--- EXERCISE DETAILS ---
The complete listing below should be transcribed precisely.

--- DATA LISTING ---
..............................

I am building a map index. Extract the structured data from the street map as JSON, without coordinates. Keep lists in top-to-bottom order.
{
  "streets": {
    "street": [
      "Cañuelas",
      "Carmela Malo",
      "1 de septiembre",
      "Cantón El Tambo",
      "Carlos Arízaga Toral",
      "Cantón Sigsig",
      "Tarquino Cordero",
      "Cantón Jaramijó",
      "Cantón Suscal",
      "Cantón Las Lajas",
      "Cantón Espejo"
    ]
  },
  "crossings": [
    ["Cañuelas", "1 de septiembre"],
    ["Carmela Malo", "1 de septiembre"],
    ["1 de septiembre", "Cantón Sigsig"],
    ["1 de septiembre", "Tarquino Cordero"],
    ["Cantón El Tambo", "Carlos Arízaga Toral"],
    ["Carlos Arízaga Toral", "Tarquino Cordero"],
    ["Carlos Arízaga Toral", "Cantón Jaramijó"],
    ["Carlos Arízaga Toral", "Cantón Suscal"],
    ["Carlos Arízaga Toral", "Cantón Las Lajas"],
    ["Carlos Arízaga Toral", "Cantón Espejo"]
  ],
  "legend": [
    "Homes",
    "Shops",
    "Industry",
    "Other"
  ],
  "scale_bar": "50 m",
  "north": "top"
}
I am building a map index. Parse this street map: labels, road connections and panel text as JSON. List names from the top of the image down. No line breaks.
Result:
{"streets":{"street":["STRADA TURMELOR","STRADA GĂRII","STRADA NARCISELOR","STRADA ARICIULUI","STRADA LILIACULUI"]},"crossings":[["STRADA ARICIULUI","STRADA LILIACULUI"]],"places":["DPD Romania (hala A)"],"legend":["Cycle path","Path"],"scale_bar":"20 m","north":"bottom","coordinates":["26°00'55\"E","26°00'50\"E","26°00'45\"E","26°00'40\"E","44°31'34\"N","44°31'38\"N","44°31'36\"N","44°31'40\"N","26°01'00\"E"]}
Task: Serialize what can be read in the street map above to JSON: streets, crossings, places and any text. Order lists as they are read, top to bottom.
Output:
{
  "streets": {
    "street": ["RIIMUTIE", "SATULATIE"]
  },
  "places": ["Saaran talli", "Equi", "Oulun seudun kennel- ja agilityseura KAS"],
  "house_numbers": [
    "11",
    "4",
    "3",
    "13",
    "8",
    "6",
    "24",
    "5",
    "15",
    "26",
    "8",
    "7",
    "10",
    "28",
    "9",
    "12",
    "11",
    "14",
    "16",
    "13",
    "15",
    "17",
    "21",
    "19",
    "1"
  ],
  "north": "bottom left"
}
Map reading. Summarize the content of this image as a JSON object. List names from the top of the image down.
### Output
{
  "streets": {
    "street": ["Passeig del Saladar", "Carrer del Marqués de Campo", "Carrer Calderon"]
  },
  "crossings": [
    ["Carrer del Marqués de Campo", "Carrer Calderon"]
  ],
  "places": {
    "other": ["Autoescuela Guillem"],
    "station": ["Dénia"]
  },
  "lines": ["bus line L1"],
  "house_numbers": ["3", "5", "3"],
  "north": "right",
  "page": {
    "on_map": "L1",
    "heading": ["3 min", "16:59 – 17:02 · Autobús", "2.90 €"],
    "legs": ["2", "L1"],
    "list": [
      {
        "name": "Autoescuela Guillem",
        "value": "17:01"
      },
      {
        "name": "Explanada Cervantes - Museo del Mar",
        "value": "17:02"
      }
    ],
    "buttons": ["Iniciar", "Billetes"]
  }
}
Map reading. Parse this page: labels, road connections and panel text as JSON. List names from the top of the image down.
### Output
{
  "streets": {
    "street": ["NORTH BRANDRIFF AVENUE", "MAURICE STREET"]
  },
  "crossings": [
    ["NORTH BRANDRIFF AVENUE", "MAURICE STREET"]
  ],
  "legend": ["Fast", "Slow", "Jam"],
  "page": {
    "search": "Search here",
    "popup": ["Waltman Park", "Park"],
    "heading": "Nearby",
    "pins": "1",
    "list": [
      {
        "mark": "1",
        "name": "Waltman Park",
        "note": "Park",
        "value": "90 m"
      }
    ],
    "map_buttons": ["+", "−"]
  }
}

..............................

--- ANSWER FOR THIS EXERCISE ---
I am building a map index. Extract the structured data from the street map as JSON, without coordinates. Keep lists in top-to-bottom order.
{
  "streets": {
    "street": [
      "Cañuelas",
      "Carmela Malo",
      "1 de septiembre",
      "Cantón El Tambo",
      "Carlos Arízaga Toral",
      "Cantón Sigsig",
      "Tarquino Cordero",
      "Cantón Jaramijó",
      "Cantón Suscal",
      "Cantón Las Lajas",
      "Cantón Espejo"
    ]
  },
  "crossings": [
    ["Cañuelas", "1 de septiembre"],
    ["Carmela Malo", "1 de septiembre"],
    ["1 de septiembre", "Cantón Sigsig"],
    ["1 de septiembre", "Tarquino Cordero"],
    ["Cantón El Tambo", "Carlos Arízaga Toral"],
    ["Carlos Arízaga Toral", "Tarquino Cordero"],
    ["Carlos Arízaga Toral", "Cantón Jaramijó"],
    ["Carlos Arízaga Toral", "Cantón Suscal"],
    ["Carlos Arízaga Toral", "Cantón Las Lajas"],
    ["Carlos Arízaga Toral", "Cantón Espejo"]
  ],
  "legend": [
    "Homes",
    "Shops",
    "Industry",
    "Other"
  ],
  "scale_bar": "50 m",
  "north": "top"
}
I am building a map index. Parse this street map: labels, road connections and panel text as JSON. List names from the top of the image down. No line breaks.
Result:
{"streets":{"street":["STRADA TURMELOR","STRADA GĂRII","STRADA NARCISELOR","STRADA ARICIULUI","STRADA LILIACULUI"]},"crossings":[["STRADA ARICIULUI","STRADA LILIACULUI"]],"places":["DPD Romania (hala A)"],"legend":["Cycle path","Path"],"scale_bar":"20 m","north":"bottom","coordinates":["26°00'55\"E","26°00'50\"E","26°00'45\"E","26°00'40\"E","44°31'34\"N","44°31'38\"N","44°31'36\"N","44°31'40\"N","26°01'00\"E"]}
Task: Serialize what can be read in the street map above to JSON: streets, crossings, places and any text. Order lists as they are read, top to bottom.
Output:
{
  "streets": {
    "street": ["RIIMUTIE", "SATULATIE"]
  },
  "places": ["Saaran talli", "Equi", "Oulun seudun kennel- ja agilityseura KAS"],
  "house_numbers": [
    "11",
    "4",
    "3",
    "13",
    "8",
    "6",
    "24",
    "5",
    "15",
    "26",
    "8",
    "7",
    "10",
    "28",
    "9",
    "12",
    "11",
    "14",
    "16",
    "13",
    "15",
    "17",
    "21",
    "19",
    "1"
  ],
  "north": "bottom left"
}
Map reading. Summarize the content of this image as a JSON object. List names from the top of the image down.
### Output
{
  "streets": {
    "street": ["Passeig del Saladar", "Carrer del Marqués de Campo", "Carrer Calderon"]
  },
  "crossings": [
    ["Carrer del Marqués de Campo", "Carrer Calderon"]
  ],
  "places": {
    "other": ["Autoescuela Guillem"],
    "station": ["Dénia"]
  },
  "lines": ["bus line L1"],
  "house_numbers": ["3", "5", "3"],
  "north": "right",
  "page": {
    "on_map": "L1",
    "heading": ["3 min", "16:59 – 17:02 · Autobús", "2.90 €"],
    "legs": ["2", "L1"],
    "list": [
      {
        "name": "Autoescuela Guillem",
        "value": "17:01"
      },
      {
        "name": "Explanada Cervantes - Museo del Mar",
        "value": "17:02"
      }
    ],
    "buttons": ["Iniciar", "Billetes"]
  }
}
Map reading. Parse this page: labels, road connections and panel text as JSON. List names from the top of the image down.
### Output
{
  "streets": {
    "street": ["NORTH BRANDRIFF AVENUE", "MAURICE STREET"]
  },
  "crossings": [
    ["NORTH BRANDRIFF AVENUE", "MAURICE STREET"]
  ],
  "legend": ["Fast", "Slow", "Jam"],
  "page": {
    "search": "Search here",
    "popup": ["Waltman Park", "Park"],
    "heading": "Nearby",
    "pins": "1",
    "list": [
      {
        "mark": "1",
        "name": "Waltman Park",
        "note": "Park",
        "value": "90 m"
      }
    ],
    "map_buttons": ["+", "−"]
  }
}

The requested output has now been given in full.